**Task statement:**
What is needed is an exact copy of the records below, without the pictures.

::::

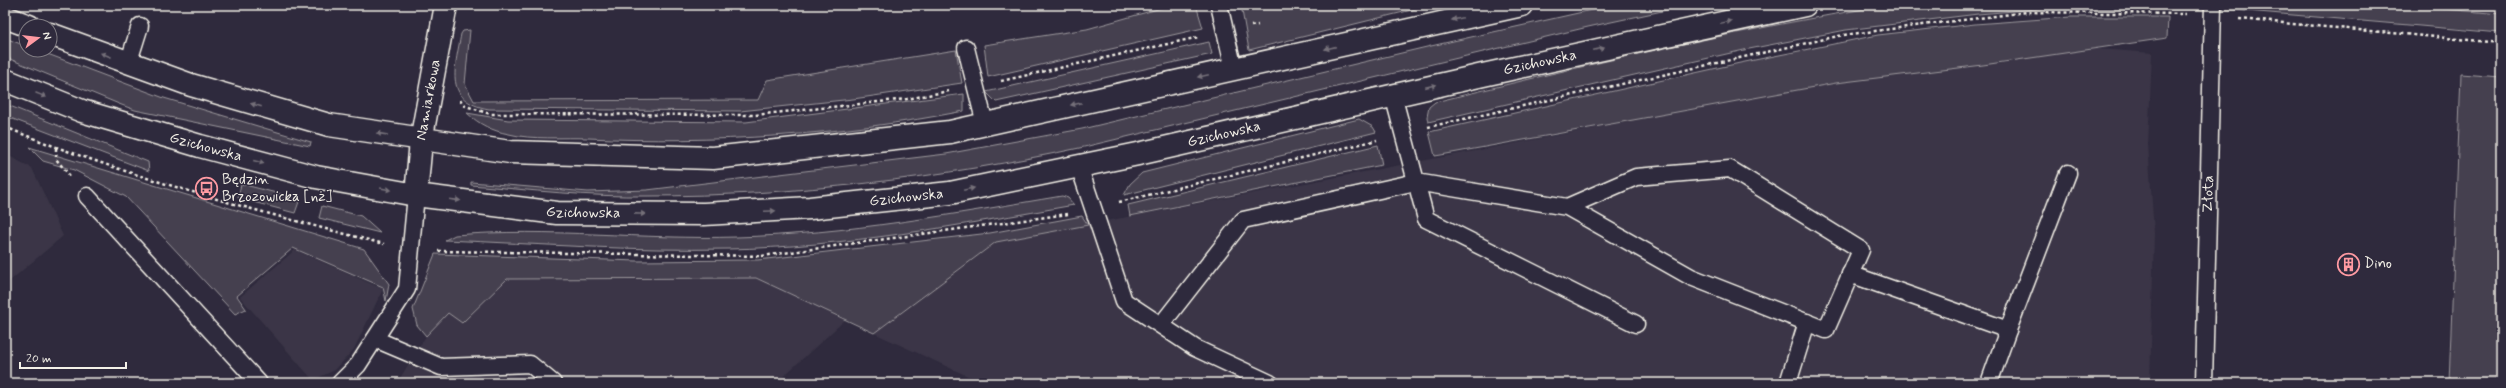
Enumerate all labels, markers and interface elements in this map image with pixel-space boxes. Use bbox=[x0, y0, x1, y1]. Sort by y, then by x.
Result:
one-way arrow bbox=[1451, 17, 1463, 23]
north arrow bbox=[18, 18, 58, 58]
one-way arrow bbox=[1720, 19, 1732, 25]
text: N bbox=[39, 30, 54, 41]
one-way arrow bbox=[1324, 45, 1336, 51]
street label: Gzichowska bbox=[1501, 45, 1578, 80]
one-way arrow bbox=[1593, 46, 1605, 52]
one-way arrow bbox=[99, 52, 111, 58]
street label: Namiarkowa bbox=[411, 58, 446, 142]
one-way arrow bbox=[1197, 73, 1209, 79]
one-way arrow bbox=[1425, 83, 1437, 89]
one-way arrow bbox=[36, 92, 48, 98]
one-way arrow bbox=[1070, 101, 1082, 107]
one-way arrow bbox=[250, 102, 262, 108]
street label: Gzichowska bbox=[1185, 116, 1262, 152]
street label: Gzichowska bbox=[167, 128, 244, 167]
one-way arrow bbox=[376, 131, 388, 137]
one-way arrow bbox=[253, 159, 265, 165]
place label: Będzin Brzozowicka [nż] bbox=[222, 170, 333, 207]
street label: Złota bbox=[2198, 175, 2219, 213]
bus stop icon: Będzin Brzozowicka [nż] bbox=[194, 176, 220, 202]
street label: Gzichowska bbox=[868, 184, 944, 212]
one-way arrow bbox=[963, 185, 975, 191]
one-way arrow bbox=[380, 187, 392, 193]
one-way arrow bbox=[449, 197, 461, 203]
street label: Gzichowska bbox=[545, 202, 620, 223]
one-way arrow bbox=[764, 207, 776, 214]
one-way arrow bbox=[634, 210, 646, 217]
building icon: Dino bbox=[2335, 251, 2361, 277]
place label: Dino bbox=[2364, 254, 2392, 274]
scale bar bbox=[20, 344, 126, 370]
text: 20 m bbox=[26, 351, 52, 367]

::::

**Exercise response:**
Enumerate all labels, markers and interface elements in this map image with pixel-space boxes. Use bbox=[x0, y0, x1, y1]. Sort by y, then by x.
Result:
one-way arrow bbox=[1451, 17, 1463, 23]
north arrow bbox=[18, 18, 58, 58]
one-way arrow bbox=[1720, 19, 1732, 25]
text: N bbox=[39, 30, 54, 41]
one-way arrow bbox=[1324, 45, 1336, 51]
street label: Gzichowska bbox=[1501, 45, 1578, 80]
one-way arrow bbox=[1593, 46, 1605, 52]
one-way arrow bbox=[99, 52, 111, 58]
street label: Namiarkowa bbox=[411, 58, 446, 142]
one-way arrow bbox=[1197, 73, 1209, 79]
one-way arrow bbox=[1425, 83, 1437, 89]
one-way arrow bbox=[36, 92, 48, 98]
one-way arrow bbox=[1070, 101, 1082, 107]
one-way arrow bbox=[250, 102, 262, 108]
street label: Gzichowska bbox=[1185, 116, 1262, 152]
street label: Gzichowska bbox=[167, 128, 244, 167]
one-way arrow bbox=[376, 131, 388, 137]
one-way arrow bbox=[253, 159, 265, 165]
place label: Będzin Brzozowicka [nż] bbox=[222, 170, 333, 207]
street label: Złota bbox=[2198, 175, 2219, 213]
bus stop icon: Będzin Brzozowicka [nż] bbox=[194, 176, 220, 202]
street label: Gzichowska bbox=[868, 184, 944, 212]
one-way arrow bbox=[963, 185, 975, 191]
one-way arrow bbox=[380, 187, 392, 193]
one-way arrow bbox=[449, 197, 461, 203]
street label: Gzichowska bbox=[545, 202, 620, 223]
one-way arrow bbox=[764, 207, 776, 214]
one-way arrow bbox=[634, 210, 646, 217]
building icon: Dino bbox=[2335, 251, 2361, 277]
place label: Dino bbox=[2364, 254, 2392, 274]
scale bar bbox=[20, 344, 126, 370]
text: 20 m bbox=[26, 351, 52, 367]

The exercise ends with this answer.